Title: Masks
Author: Jordanna Morgan (librarie@jordanna.net)
Date: October 2004
Rating: G.
Disclaimer: The SWAT Kats belong to Hanna-Barbera. I promise to play nice with them.
Summary: Chance Furlong considers the cost of living two lives.
Author’s Notes: Just a little snippet of angst. I forgot exactly where I was headed with this, but I thought it would stand passably well as it is.

 

I don’t want the world to see me, ’cause I don’t think that they’d understand
When everything’s made to be broken, I just want you to know who I am

~ The Goo Goo Dolls, "Iris"

 

You know, I’ve got this recurring dream.

In it, Jake and I have just gotten back from a mission. I guess we’ve been successful at whatever it was, because we’re both in a great mood. Anyway, I jump down out of the TurboKat, head over to the lockers and pull off my mask—only to look in the mirror, and see that there’s nothing under the mask but an empty flight suit.

The first time, I figured I’d just had too many mongo peppers on my pizza that night. But I’ve kept having this dream. And it bothers me.

For a while, I thought about telling Jake. He’s better at thinking about all this psychology stuff. Heck, he’s better at thinking, period. I haven’t said anything yet, though. I mean, sure, he’s the best friend and partner a kat could ever have—but he’s gotten so used to my silly crud, sometimes he doesn’t really know when to take me seriously. That’s my fault, not his. Besides, when I think about it, it does seem kinda dumb getting worked up over a dream.

So I puzzled it out all on my lonesome for a while… and I finally admitted to myself that I understood what it meant. In hindsight, I guess it was pretty obvious, but I just didn’t want to face it.

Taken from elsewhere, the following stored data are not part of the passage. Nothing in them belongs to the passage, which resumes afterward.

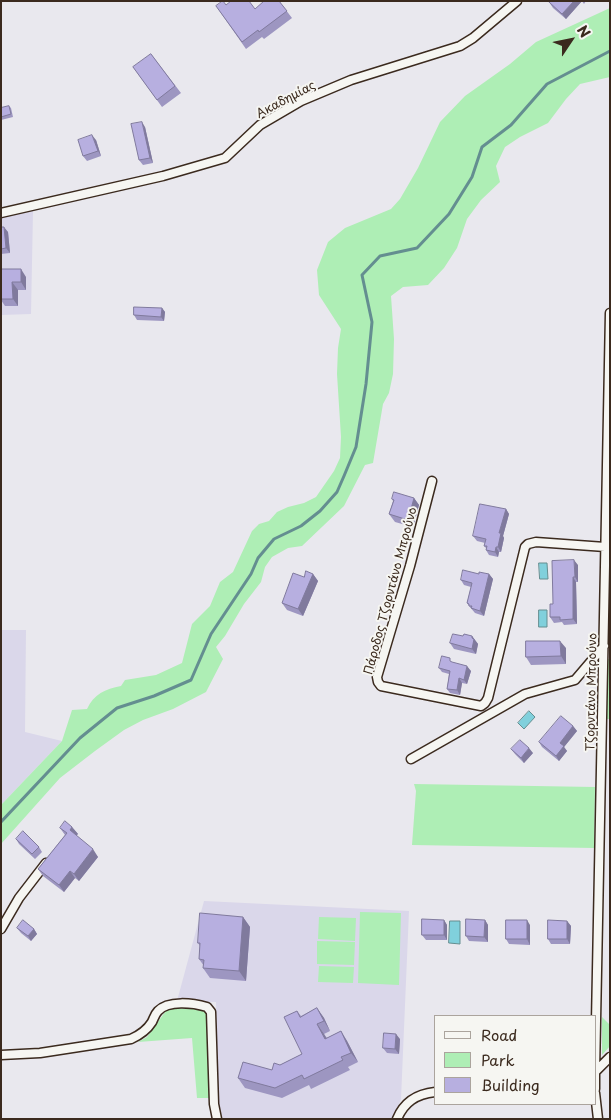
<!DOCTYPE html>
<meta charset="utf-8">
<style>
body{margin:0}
#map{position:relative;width:611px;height:1120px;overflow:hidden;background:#e9e8ee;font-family:"Playpen Sans",sans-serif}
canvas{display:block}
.frame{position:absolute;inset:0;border:2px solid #3b2a1e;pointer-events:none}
.legend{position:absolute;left:434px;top:1015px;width:162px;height:90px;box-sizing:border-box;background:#f6f6f2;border:1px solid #aba49d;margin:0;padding:6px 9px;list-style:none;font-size:15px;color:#3b2a1e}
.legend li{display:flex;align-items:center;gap:10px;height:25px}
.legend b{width:25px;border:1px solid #aba49d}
.north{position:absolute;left:546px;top:15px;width:50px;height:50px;-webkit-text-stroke:4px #f6f6f2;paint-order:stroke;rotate:56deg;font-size:14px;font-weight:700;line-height:20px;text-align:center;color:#3b2a1e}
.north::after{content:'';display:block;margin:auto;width:18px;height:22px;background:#3b2a1e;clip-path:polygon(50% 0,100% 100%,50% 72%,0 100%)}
</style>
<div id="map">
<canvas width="611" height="1120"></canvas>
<div class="frame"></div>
<ul class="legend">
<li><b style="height:6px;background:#f6f6f2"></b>Road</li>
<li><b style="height:14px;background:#aeeeb5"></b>Park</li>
<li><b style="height:14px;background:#b7afe0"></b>Building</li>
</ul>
<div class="north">N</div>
</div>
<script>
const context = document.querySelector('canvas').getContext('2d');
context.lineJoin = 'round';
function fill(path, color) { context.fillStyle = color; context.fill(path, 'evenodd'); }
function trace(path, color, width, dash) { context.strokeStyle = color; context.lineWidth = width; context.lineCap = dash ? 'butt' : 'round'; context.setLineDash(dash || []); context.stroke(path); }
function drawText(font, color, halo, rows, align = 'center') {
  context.font = font + ' "Playpen Sans",sans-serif'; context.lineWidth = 4; context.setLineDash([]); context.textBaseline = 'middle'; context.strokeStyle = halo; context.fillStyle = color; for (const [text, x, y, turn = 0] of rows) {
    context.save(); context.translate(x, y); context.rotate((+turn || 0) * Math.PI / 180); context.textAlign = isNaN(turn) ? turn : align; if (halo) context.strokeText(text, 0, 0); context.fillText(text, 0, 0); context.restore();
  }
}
const built = new Path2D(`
 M33,211L31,314L1,315V217Z
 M1,630H26L25,732L62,741L1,805Z
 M204,901L409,911L401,1099L393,1119H221L218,1107L216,1002L177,1001Z`);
const green = new Path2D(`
 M610,8V77L580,84L566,99L548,123L520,137L505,147L496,166L500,182L481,200L467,219L457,248L444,268L428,285L403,287L391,296L394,339L393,374L389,393L383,404L373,463L365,465L344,506L302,546L288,548L272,557L265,567L261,582L244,604L225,636L216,647L223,659L206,692L173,709L143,720L124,730L95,751L60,778L1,844V805L62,741L72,710L87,709C94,694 105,689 121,686L125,680L156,675L182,663L192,624L210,606L220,582L233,572L252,531L259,524L269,521L277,512L288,507L304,503L316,497L334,471L340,458L341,437L337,374L338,348L341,329L319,295L317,270L328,242L345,228L391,209L400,199L418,168L440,122L465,96L510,64L536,42Z
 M607,659H610V719H606Z
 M414,784L595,787L594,848L412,845L416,791Z
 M360,912L401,913L399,985L358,983Z
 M319,917L356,918L355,941L318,939Z
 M317,941L355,942L354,965L317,964Z
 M319,966L354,967L353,983L318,982Z
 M168,1008L203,1009L209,1016V1098H197L192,1038L138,1042L147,1037Z
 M602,1017L610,1025V1046L602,1055Z`);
const water = new Path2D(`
 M539,563H547L548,579H540Z
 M539,610H547V627H539Z
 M529,711L535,717L524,729L518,723Z
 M450,921H460V944L449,943Z`);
const stream = new Path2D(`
 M1,822L80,738L117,708L154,696L191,680L211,634L251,574L258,558L274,539L301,526L320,511L337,492L344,476L356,447L366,384L372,322L362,275L380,256L417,248L449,214L472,177L482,147L511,125L547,84L610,51`);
const minor = new Path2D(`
 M1,213L163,176L225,158L260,125L301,101L351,80L460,46L473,38L517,1
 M432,481L410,566L377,677L378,682L381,686L481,706L485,703L488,698L525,547L528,544L536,542L605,547
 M411,759L525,694L575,680L604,646
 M1,929L19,898L46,863
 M1,1055L40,1053L131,1039C140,1035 147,1030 152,1022C154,1018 155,1014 158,1011C168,1000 193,1003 207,1007L211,1012L214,1104L217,1119
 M595,1072L610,313
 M595,1089V1072L610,1057
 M595,1093L598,1119
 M397,1119C404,1102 416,1094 435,1092`);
const wall = new Path2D(`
 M279,1L292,18L264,39L262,37L246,49L216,6L226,5L255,9Z
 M551,1H586L584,4L582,1L566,19L553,8L549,2Z
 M151,54L181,93L162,107L133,67Z
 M9,106L11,108L13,117L1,120V108Z
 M145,127L153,163L143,165L139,160Z
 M96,140L101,156L87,161L83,156Z
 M1,227L8,232L10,253L1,254Z
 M1,269L26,277V290H18V306H5L1,300Z
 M162,308L165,312L164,321L137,320L134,315Z
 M414,498L419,505L413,527L395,522L389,514L393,501L392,499Z
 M506,509L509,514L503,536L504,538L501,552H499L498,557L489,555L486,550V548L484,546L485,543L477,541L473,536Z
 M578,565V582H576L577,624L564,625L562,622L554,623L550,617L553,604Z
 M313,574L318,581L303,616L287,610L282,603L304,577Z
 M479,574H489L493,579L484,616L475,613L469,606L467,603L471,587L464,585L461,580Z
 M463,636H472L478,644L476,654L454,649L450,643Z
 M566,648V664L531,665L526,657Z
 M453,663L471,671L467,684L462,683L460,695L450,693L447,689L449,674L442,672L439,668Z
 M573,726L577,731L564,747L567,751L559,761L542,747L539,742Z
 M511,749L533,753L524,763L515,754Z
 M72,827L78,834L76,835L98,857L79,881L75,878L64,892L43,876L38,869L65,835L60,828Z
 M16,839L39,847L42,852L35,859L19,844Z
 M243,917L250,927L246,981L210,978L203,968L204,966L199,959L200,946L198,943Z
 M444,920L447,925V940H426L422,935Z
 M485,920L488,925V942L469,941L466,936Z
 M567,921L571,926L570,944H551L548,939Z
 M530,925V945L509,944L506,939Z
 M17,928L34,929L37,934L31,941L21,933Z
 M317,1008L324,1018L330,1031L324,1034L327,1038L341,1031L347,1041L358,1062L348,1067L350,1070L311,1089L309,1085L282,1098L245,1088L238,1078L272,1070L280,1065L302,1054L297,1011L301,1016Z
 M400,1039L399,1054L387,1053L383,1048Z`);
const shadedWall = new Path2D(`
 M574,1H582L566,19L562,14Z
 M142,122L145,127L153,163L150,158Z
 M92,135L96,140L101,156L98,151Z
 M4,227L8,232L10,253L6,248Z
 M21,269L26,277V290L21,282Z
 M12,282L18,290V306L13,299Z
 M162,308L165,312L164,321L161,317Z
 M414,498L419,505L413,527L408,520Z
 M506,509L509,514L503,536L504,538L501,552L498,547L499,533Z
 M496,547L499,552L498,557L495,552Z
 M574,560L578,565V582L575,577Z
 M313,574L318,581L303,616L298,609Z
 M489,574L493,579L484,616L480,611Z
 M573,577L576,582L577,624L573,619Z
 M472,636L478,644L476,654L472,649Z
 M560,641L566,648V664L561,656Z
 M467,666L471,671L467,684L464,680Z
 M459,678L462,683L460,695L457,690Z
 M573,726L577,731L564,747L567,751L559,761L556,756L560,743Z
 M529,748L533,753L524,763L521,758Z
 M72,827L78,834L75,837L70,830Z
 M93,849L98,857L79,881L74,874Z
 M70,871L75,878L64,892L59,885Z
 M243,917L250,927L246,981L239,971Z
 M444,920L447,925V940L444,935Z
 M485,920L488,925V942L484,937Z
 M527,920L530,925V945L527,939Z
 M567,921L571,926L570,944L567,939Z
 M34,929L37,934L31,941L28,936Z
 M317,1008L324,1018L330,1031L324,1021Z
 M317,1024L324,1034L332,1049L325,1039Z
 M341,1031L347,1041L358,1062L351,1053Z
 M396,1034L400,1039L399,1054L395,1049Z`);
const building = new Path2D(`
 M223,1L226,5L231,1H249L255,9L264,1H279L287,11L259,32L258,30L242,42L216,6Z
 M551,1H574L562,14L549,2Z
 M151,54L175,86L157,100L133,67Z
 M9,106L11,114L1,117V108Z
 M142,122L150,158L139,160L131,124Z
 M92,135L98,151L83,156L78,140Z
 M1,227H4L6,248L1,249Z
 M1,269H21V282H12L13,299H1Z
 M134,307L162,308L161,317L134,315Z
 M394,492L414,498L408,520L389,514L394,500L392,499Z
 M480,504L506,509L499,533H501L498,547H496L495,552L486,550L487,546H484L486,539L473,536Z
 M574,560L575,577H573V619L560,620V617H550V604H553L552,561Z
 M463,570L479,574V572L489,574L480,611L471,608L472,606H469V604L467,603L472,583L461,580Z
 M306,571L313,574L298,609L282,603L293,573L304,577Z
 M453,634L463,636L464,634L472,636V638L474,639L472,649L450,643Z
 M526,641H560L561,656L526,657Z
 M442,656L450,658V661L452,662L467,666L464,680L459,678L457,690L447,689L450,671L439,668Z
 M561,716L573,726L560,743L564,746L556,756L539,742Z
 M520,740L529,748L521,758L511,749Z
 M65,821L72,827L70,830L93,849L74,874L70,871L59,885L38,869L67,833L60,828Z
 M23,831L39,847L32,854L16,839Z
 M200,913L243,917L239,971L203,968L204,960L199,959L200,943H198Z
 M422,919L444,920V935H422Z
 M466,919L485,920L484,937L466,936Z
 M23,920L34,929L28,936L17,928Z
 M506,920H527V939H506Z
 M548,920L567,921V939H548Z
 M317,1008L324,1021L317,1024L325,1039L341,1031L351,1053L341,1057L343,1060L304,1079L302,1075L275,1088L238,1078L243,1062L272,1070L274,1063L280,1065L302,1054L284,1017L297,1011L300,1017Z
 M384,1033L396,1034L395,1049L383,1048Z`);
const streetNames = [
 ["Ακαδημίας",286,100,-28],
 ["Πάροδος Τζορντάνο Μπρούνο",391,591,-75],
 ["Τζορντάνο Μπρούνο",592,692,-89]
];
fill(built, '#dad7ea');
fill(green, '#aeeeb5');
fill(water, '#80d0dc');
trace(water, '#648e90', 1);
trace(stream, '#648e90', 3);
trace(minor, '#3b2a1e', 11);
trace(minor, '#f6f6f2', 8);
fill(wall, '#9d96c1');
fill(shadedWall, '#807a9d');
fill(building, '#b7afe0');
trace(building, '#807a9d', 1);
drawText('12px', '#3b2a1e', '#f6f6f2', streetNames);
</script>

The simple truth is, sometimes I’m afraid Chance Furlong is the real mask.

See, a mask is more than just a piece of cloth. A whole lot more. There’s a heavy price to pay for giving it a piece of your life. Everything that makes you special belongs to that mask… and what’s left over becomes something you’re not. Just a shell to protect the secret.

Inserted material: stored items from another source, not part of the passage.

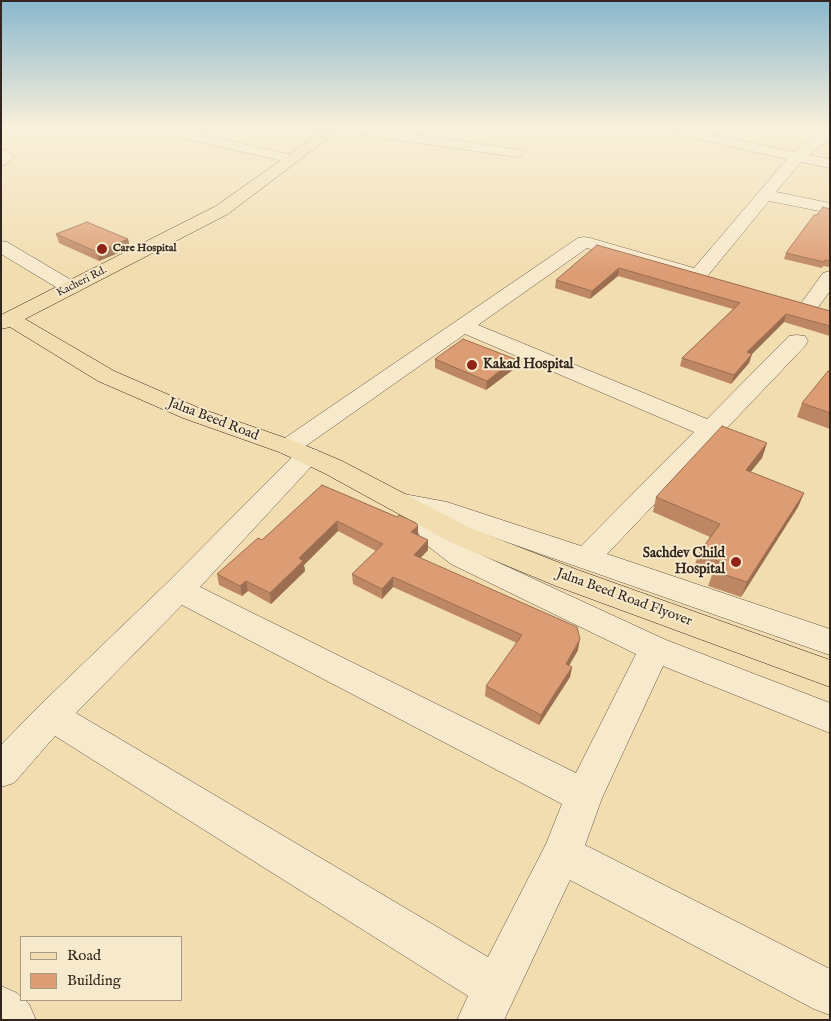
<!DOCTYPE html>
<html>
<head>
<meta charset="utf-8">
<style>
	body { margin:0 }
	#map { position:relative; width:831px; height:1021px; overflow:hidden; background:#f2ddb0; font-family:"IM FELL English",serif }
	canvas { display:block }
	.frame { position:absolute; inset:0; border:2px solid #32261e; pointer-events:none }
	.legend { position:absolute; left:20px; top:936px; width:162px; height:65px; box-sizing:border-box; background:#f7e9cc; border:1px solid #a89b86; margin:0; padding:6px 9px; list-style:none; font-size:15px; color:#32261e }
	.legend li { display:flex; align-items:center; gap:10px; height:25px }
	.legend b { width:25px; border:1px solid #a89b86 }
</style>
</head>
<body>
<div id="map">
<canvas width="831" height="1021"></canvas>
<div class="frame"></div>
<ul class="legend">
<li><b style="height:6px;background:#f2ddb0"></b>Road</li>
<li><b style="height:14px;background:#dd9d74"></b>Building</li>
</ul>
</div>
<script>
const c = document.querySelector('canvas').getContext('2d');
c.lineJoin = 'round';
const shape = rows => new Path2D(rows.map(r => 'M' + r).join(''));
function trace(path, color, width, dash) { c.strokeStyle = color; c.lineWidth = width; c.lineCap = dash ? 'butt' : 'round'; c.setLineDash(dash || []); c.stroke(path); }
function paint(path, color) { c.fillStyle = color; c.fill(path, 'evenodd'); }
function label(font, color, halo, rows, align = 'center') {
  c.font = font + ' "IM FELL English",serif'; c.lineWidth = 4; c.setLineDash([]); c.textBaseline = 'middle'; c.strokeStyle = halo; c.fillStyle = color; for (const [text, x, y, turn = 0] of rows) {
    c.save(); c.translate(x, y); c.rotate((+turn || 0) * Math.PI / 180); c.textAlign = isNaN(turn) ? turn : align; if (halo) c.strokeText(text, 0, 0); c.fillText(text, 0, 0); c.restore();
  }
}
const minor = shape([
	[152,129,176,129,292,155,297,156,299,159,297,162,292,163,159,133,152,129],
	[342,129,376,129,516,149,521,150,523,153,521,156,516,157,349,133,342,129],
	[662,129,687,129,794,152,825,129,830,129,830,139,809,155,830,159,830,168,801,162,776,192,830,203,830,213,769,201,705,279,698,281,587,248,478,325,707,419,789,336,797,335,805,336,808,341,805,346,607,554,830,629,830,655,438,518,444,529,471,550,666,640,830,703,830,733,663,666,602,798,585,845,830,969,830,1015,814,1009,570,880,504,1020,457,1020,468,996,55,736,14,783,1,787,1,745,39,706,168,582,297,452,288,455,279,452,275,447,279,442,578,238,584,237,590,238,694,268,787,159,669,133,662,129],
	[465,334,694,432,581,546,447,502,404,494,394,497,390,503,394,509,409,513,408,515,424,543,451,564,636,654,576,773,200,587,321,456,317,450,308,448,300,450,465,334],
	[182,605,562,804,546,844,488,957,76,713,182,605],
	[1,149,6,150,14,157,6,165,1,166,1,149],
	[1,241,7,242,78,284,81,288,78,292,71,294,64,292,1,254,1,241],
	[830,271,830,291,816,310,809,312,802,310,799,306,802,302,823,273,830,271],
	[1,986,17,993,21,997,21,1000,25,1000,29,1004,36,1020,1,1020,1,986]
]);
const major = shape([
	[325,129,340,129,228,214,25,319,114,371,199,408,297,442,342,461,470,528,578,570,830,660,830,687,556,586,450,542,324,473,279,452,183,418,98,381,10,327,1,329,1,315,216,206,325,129]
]);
trace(minor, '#625442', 1);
trace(major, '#32261e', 1);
paint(minor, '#f7e9cc');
paint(major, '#f2ddb0');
paint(shape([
	[830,209,830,267,823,266,822,268,784,259,786,253,817,215],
	[56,234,128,239,130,248,99,261,59,243],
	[597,245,830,311,830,336,784,322,752,354,749,363,731,384,680,366,682,358,733,309,618,276,590,299,555,288,556,280],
	[435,359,514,369,486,390,435,368],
	[830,372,830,429,797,417,802,403],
	[767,443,762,458,750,472,804,493,798,507,741,597,708,586,712,575,694,567,699,553,710,537,653,512,656,497],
	[322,485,397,517,418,535,428,550,420,558,578,650,569,666,572,667,570,677,539,725,485,696,486,686,517,643,393,587,382,599,353,584,352,574,376,551,338,531,304,565,305,571,271,604,248,591,242,596,219,585,217,574,262,540]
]), '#be8764');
paint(shape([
	[128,239,130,248,99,261,97,252],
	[619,268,618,276,590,299,592,291],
	[786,314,784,322,745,361,747,352],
	[752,354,749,363,731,384,734,375],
	[515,359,514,369,486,390,487,381],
	[767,443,762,458,741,484,746,470],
	[804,493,798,507,741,597,747,582],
	[337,521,338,531,304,565,305,571,271,604,270,593,299,558],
	[418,526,418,536,411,532],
	[428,540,428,550,414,565,414,555],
	[393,577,393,587,382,599,382,589],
	[246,581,248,591,242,596,240,586],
	[580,639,578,650,564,674,566,664],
	[572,667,570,677,539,725,541,715]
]), '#9b6e51');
const building = shape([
	[823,207,830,209,830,261,825,260,824,262,786,253,814,215,817,215,823,207],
	[87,222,128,239,97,252,56,234,87,222],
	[597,245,830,311,830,326,786,314,747,352,752,354,734,375,682,358,740,303,619,268,592,291,556,280,597,245],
	[463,339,515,359,487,381,435,359,463,339],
	[828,371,830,372,830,413,802,403,828,371],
	[722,426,767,443,746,470,804,493,747,582,713,571,720,562,699,553,720,524,656,497,722,426],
	[322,485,397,517,399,515,416,523,418,526,411,532,428,540,414,555,577,627,580,639,566,664,572,667,541,715,486,686,522,635,393,577,382,589,352,574,383,544,337,521,299,558,303,561,270,593,246,581,240,586,217,574,258,538,262,540,322,485]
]);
paint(building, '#dd9d74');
trace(building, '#9b6e51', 1);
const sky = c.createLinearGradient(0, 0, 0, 272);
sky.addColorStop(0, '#89b8ce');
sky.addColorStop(0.47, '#f9f0db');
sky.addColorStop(1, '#f9f0db00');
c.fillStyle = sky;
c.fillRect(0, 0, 831, 272);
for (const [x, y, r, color] of [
	[102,249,6,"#8f2418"],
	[472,365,6,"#8f2418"],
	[736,562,6,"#8f2418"]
]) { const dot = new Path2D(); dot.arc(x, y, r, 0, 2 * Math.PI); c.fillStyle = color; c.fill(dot); trace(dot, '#f7e9cc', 2); }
label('bold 11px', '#32261e', '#f7e9cc', [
	["Care Hospital",113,249]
], 'left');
label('11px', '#32261e', '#f7e9cc', [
	["Kacheri Rd.",82,282,-27]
]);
label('bold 14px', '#32261e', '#f7e9cc', [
	["Kakad Hospital",483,365],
	["Sachdev Child",725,554,"right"],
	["Hospital",725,570,"right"]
], 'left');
label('14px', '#32261e', '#f7e9cc', [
	["Jalna Beed Road",213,420,21],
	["Jalna Beed Road Flyover",624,598,20]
]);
</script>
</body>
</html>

I think it’s different for Jake. As Razor, he’s cocky as anything—but underneath his mask, the real Jake is a pretty shy guy. He doesn’t mind hiding out from the world in the grease pit. He doesn’t crave the real credit for the things we do, the lives we save, the times we risk our tails.

But me… I’m a pilot, and a darn good one. I’m snarky and brash and self-confident.

I’m T-Bone.

And Chance Furlong can be none of those things.

The hardest part is seeing Callie—Miss Briggs, that is—when she brings in that big green jalopy of hers to the garage. The way she smiles and says "thank you" to Chance isn’t the way she says it to T-Bone… the way I want to hear it. All she sees is a brawny scrapyard kat who lives his life under the hood of a car. She doesn’t see what’s really me, and I can never let her—for my sake, for Jake’s, and especially for her own. She runs plenty enough risks being Deputy Mayor, without knowing the secret every megavillain within a thousand miles would sell what’s left of their souls for.

That’s the difference, again, between Jake and me. He’s more of himself around her.

Maybe that’s why she smiles at him a little differently.